• _Action item_: For the entries that follow, tally the lines holding the string "Adams". Give the total and nothing else.

***** Given records

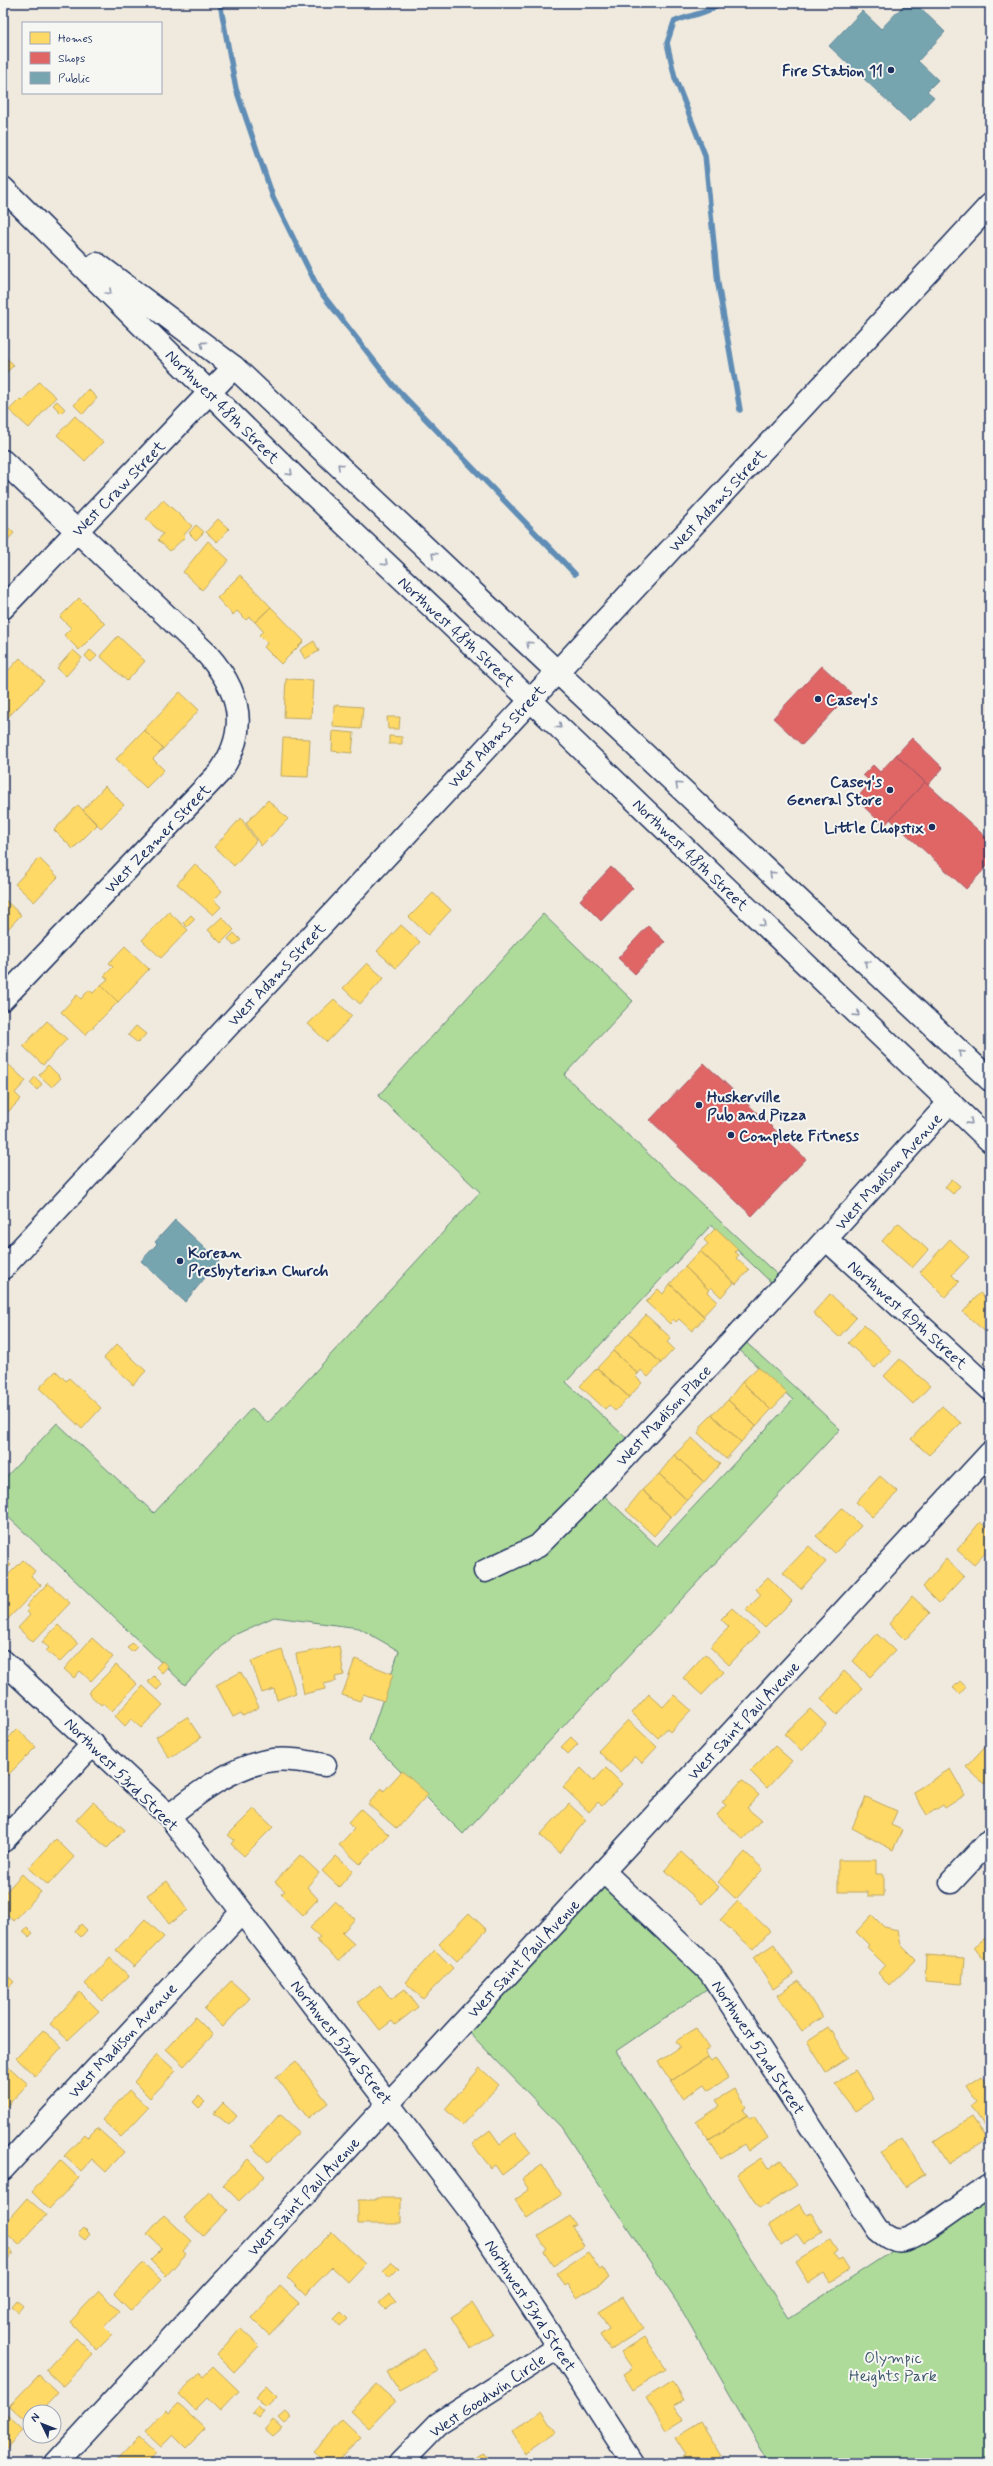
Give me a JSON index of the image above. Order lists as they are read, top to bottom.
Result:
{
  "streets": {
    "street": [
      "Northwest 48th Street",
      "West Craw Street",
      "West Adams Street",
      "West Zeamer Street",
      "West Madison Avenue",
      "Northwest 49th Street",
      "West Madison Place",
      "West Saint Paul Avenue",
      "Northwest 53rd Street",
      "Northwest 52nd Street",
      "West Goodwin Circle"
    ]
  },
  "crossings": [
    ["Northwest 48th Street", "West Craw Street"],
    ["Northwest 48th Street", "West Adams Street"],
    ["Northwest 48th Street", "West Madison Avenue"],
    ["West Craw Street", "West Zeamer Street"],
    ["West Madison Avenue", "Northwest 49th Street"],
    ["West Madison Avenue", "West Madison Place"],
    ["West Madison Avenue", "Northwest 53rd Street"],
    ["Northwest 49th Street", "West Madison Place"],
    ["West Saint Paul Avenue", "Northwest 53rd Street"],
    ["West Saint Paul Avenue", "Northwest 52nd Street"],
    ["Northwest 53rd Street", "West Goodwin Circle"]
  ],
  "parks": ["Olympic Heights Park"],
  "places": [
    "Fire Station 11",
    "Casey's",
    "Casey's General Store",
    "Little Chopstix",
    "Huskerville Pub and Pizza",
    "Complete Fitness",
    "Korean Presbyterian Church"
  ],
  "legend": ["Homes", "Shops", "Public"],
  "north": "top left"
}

**********

• _Answer to this exercise_: 2